這兩個字自秦天鴻口中落下,議事堂內再無人說話。

先天。

在九江會這樣的地方,這兩個字已經足以壓過方才所有爭論。

多年以來,九江會真正踏入這一境的,只有秦天鴻一人。

也正因如此,他才能坐穩會主之位,壓住五堂,鎮住問川水路。

可如今,韓嶽也站到了這一步。

這便不再是漕運堂與產業堂的爭執,也不再是丹路分功的舊怨。

這是九江會裡,第一次有人真正有資格站到秦天鴻面前,問一問那張主位還坐不坐得穩。

魏三娘指尖停在袖口,雷震山眼神沉了下去,沈懷舟則微微垂眼,像是在重新衡量眼前這一局。

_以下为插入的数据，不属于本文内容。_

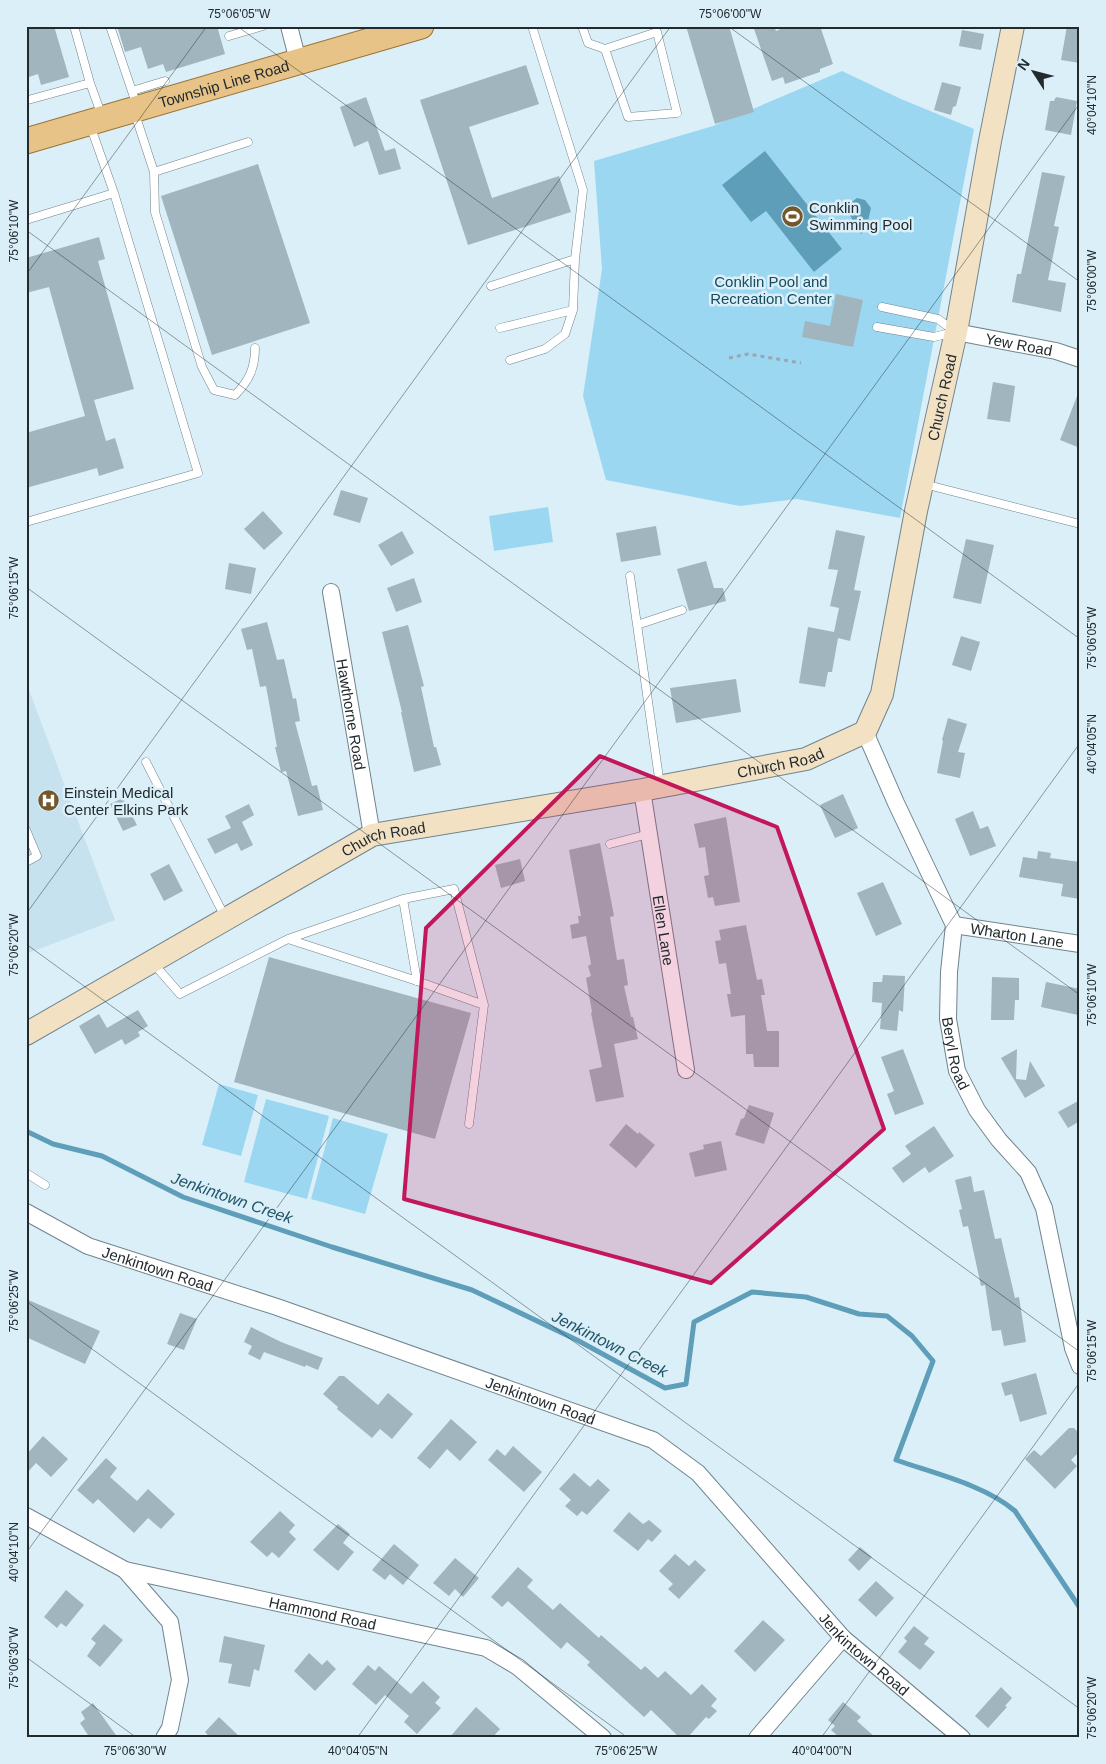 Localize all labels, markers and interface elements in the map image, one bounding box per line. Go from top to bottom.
text: 75°06'05"W [208,7,271,21]
text: 75°06'00"W [699,7,762,21]
north arrow [1008,48,1058,98]
street label: Township Line Road [157,56,291,110]
text: N [1014,56,1033,73]
text: 40°04'10"N [1085,75,1099,135]
text: 75°06'10"W [7,199,21,262]
place label: Conklin Swimming Pool [809,199,912,233]
sports icon: Conklin Swimming Pool [781,204,805,228]
text: 75°06'00"W [1085,249,1099,312]
park label: Conklin Pool and Recreation Center [710,273,832,307]
street label: Yew Road [984,329,1054,359]
street label: Church Road [923,352,959,442]
text: 75°06'15"W [7,556,21,619]
text: 75°06'05"W [1085,606,1099,669]
street label: Hawthorne Road [334,657,369,771]
text: 40°04'05"N [1085,714,1099,774]
street label: Church Road [736,744,826,780]
place label: Einstein Medical Center Elkins Park [64,784,189,818]
hospital icon: Einstein Medical Center Elkins Park [36,789,60,813]
street label: Church Road [338,818,427,859]
street label: Ellen Lane [650,894,678,967]
text: 75°06'20"W [7,913,21,976]
street label: Wharton Lane [969,919,1065,950]
text: 75°06'10"W [1085,963,1099,1026]
street label: Beryl Road [939,1016,973,1092]
water label: Jenkintown Creek [168,1169,296,1227]
street label: Jenkintown Road [100,1243,215,1294]
text: 75°06'25"W [7,1269,21,1332]
water label: Jenkintown Creek [549,1307,671,1381]
text: 75°06'15"W [1085,1319,1099,1382]
street label: Jenkintown Road [484,1373,598,1427]
text: 40°04'10"N [7,1522,21,1582]
street label: Hammond Road [267,1593,378,1633]
street label: Jenkintown Road [816,1609,913,1699]
text: 75°06'30"W [7,1626,21,1689]
text: 75°06'20"W [1085,1676,1099,1739]
text: 75°06'30"W [104,1744,167,1758]
text: 40°04'05"N [328,1744,388,1758]
text: 75°06'25"W [595,1744,658,1758]
text: 40°04'00"N [792,1744,852,1758] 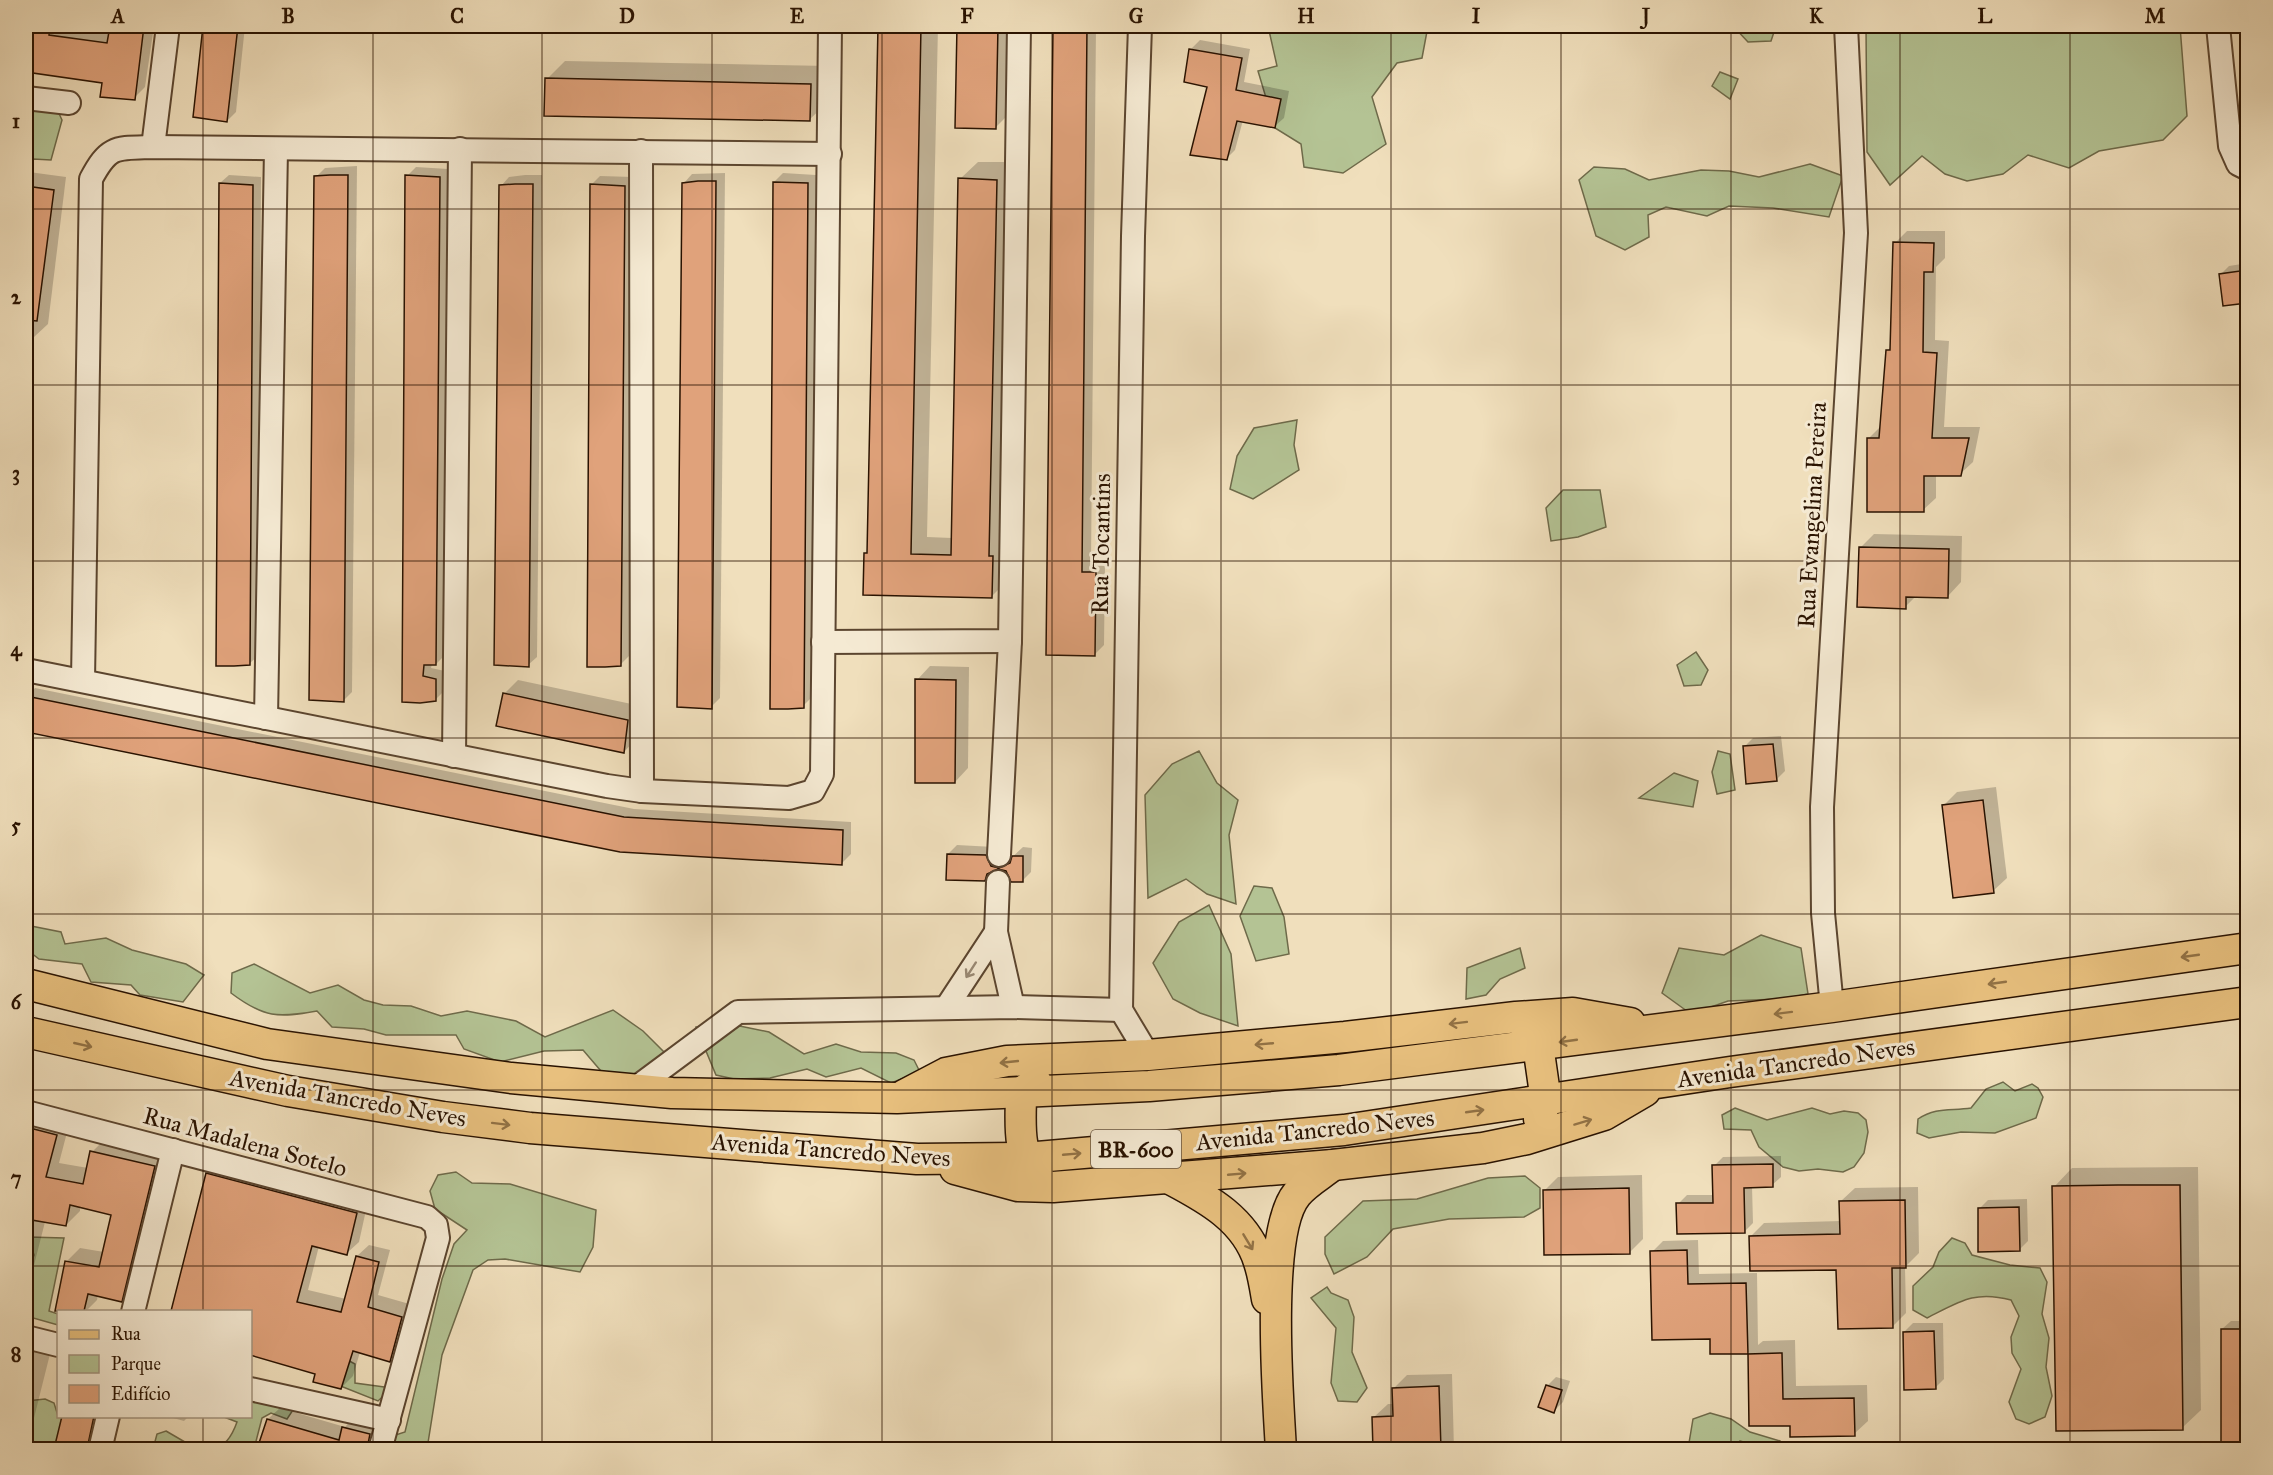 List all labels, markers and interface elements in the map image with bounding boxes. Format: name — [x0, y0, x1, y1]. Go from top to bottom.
text: A — [109, 4, 125, 28]
text: B — [281, 4, 295, 28]
text: C — [450, 4, 464, 28]
text: D — [619, 4, 635, 28]
text: E — [790, 4, 805, 28]
text: F — [960, 4, 974, 28]
text: G — [1129, 4, 1144, 28]
text: H — [1297, 4, 1315, 28]
text: I — [1472, 4, 1481, 28]
text: J — [1639, 4, 1651, 30]
text: K — [1809, 4, 1824, 28]
text: L — [1978, 4, 1993, 28]
text: M — [2145, 4, 2166, 28]
text: 1 — [12, 109, 20, 133]
text: 2 — [11, 285, 22, 309]
street label: Rua Evangelina Pereira — [1791, 400, 1833, 629]
text: 3 — [12, 461, 20, 486]
street label: Rua Tocantins — [1085, 473, 1117, 615]
text: 4 — [10, 637, 22, 662]
text: 5 — [11, 813, 21, 837]
one-way arrow — [2180, 951, 2200, 962]
one-way arrow — [965, 961, 977, 978]
one-way arrow — [1987, 978, 2007, 989]
text: 6 — [11, 990, 23, 1014]
one-way arrow — [1773, 1008, 1793, 1019]
one-way arrow — [1448, 1018, 1468, 1029]
street label: Avenida Tancredo Neves — [1674, 1031, 1917, 1095]
one-way arrow — [1559, 1035, 1579, 1046]
one-way arrow — [1254, 1039, 1274, 1050]
one-way arrow — [72, 1040, 92, 1051]
one-way arrow — [999, 1057, 1019, 1068]
street label: Avenida Tancredo Neves — [226, 1062, 469, 1134]
street label: Rua Madalena Sotelo — [140, 1100, 350, 1184]
street label: Avenida Tancredo Neves — [1193, 1103, 1436, 1158]
one-way arrow — [1464, 1106, 1484, 1117]
one-way arrow — [1573, 1116, 1592, 1127]
one-way arrow — [490, 1119, 510, 1130]
street label: Avenida Tancredo Neves — [709, 1127, 952, 1173]
road number: BR-600 — [1091, 1130, 1181, 1168]
one-way arrow — [1062, 1149, 1082, 1160]
text: 7 — [11, 1166, 22, 1190]
one-way arrow — [1227, 1168, 1247, 1179]
one-way arrow — [1242, 1233, 1254, 1250]
legend — [57, 1310, 252, 1418]
text: Rua — [111, 1323, 141, 1345]
text: 8 — [11, 1342, 21, 1366]
text: Parque — [111, 1353, 161, 1376]
text: Edifício — [111, 1383, 170, 1405] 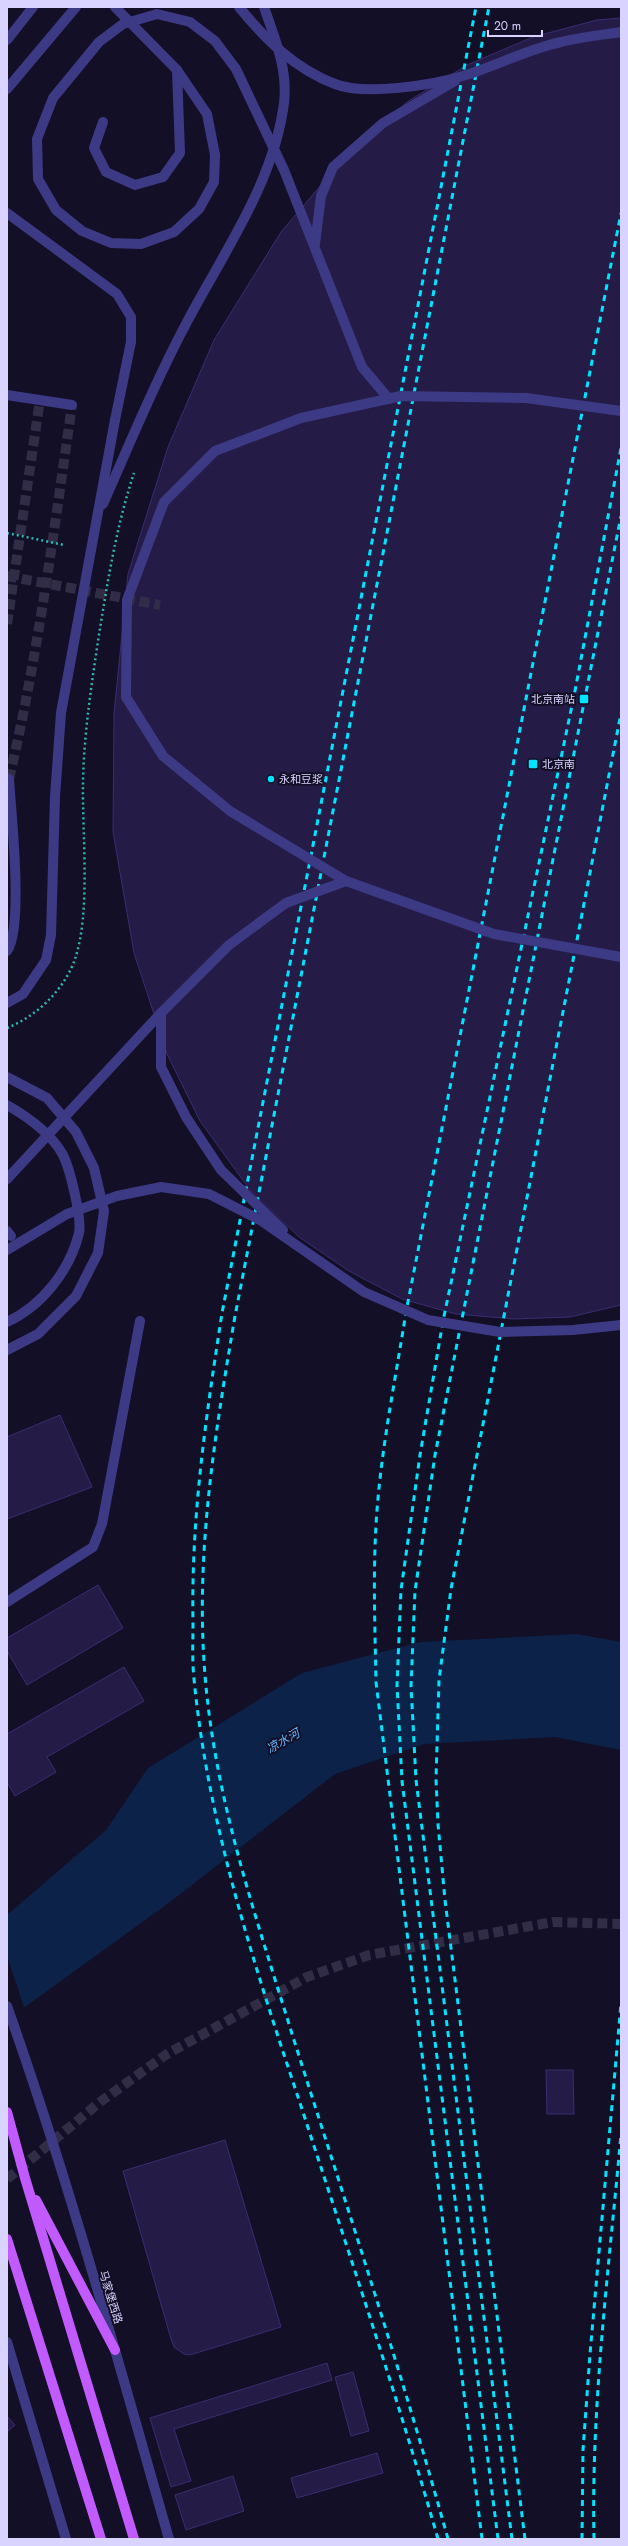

韓嶽握著刀柄,感受著滿堂人的震動,心中卻沒有半分鬆懈。

秦天鴻不好對付。

潛龍意象不是虛名。這位會主坐鎮九江多年,真要在議事堂裡硬碰硬,即便他已入先天,也未必能毫無代價地壓下這條潛龍。更何況,旁邊還坐著一個雷震山。

所以他今日選的,不只是這座議事堂。

還有偏廳。

今日小輩武較,秦映雪便在偏廳。那是秦天鴻最疼愛的女兒,也是秦家此代最受寵的明珠。

韓照此刻應該已經動手了。

韓照雖未入先天,卻已將血潮功修到化氣。那股以血氣催發出來的真氣,除了眼前的秦天鴻,九江會裡沒人能攔住他。

只要偏廳得手,秦天鴻這股黑水便是再深,也得收回去。

韓嶽抬眼看向主位,刀上蔚藍真氣越發明亮。

如今,不必再藏。

“鏘——”

長刀出鞘。

堂中眾人只覺眉心一寒。

韓嶽看著秦天鴻,終於不再稱他會主。

“秦天鴻。”

他一步踏出。

刀尖直指主位。

“九江會主這張椅子——”

蔚藍真氣沿著刀鋒一寸寸亮起。

“今日便換人坐。”

議事堂內一片死寂。

秦天鴻沒有立刻回答。

堂中燈火細微爆鳴,黑水般的真氣仍在他袖袍下無聲流轉。可就在這一瞬,他的目光忽然越過韓嶽,看向了議事堂門口。

堂門之外,不知何時多了兩道人影。一男一女。

男子年輕,衣著普通,眼睛四處打量,神情甚至還帶著幾分像是初入江湖的好奇。

女子則一身月白外紗,身穿玄色裙袍,容貌清冷絕艷,氣質如月臨深水。他們步伐不快,甚至稱得上從容,像是走進的不是九江會議事堂,而是一處尋常可供遊玩的庭院。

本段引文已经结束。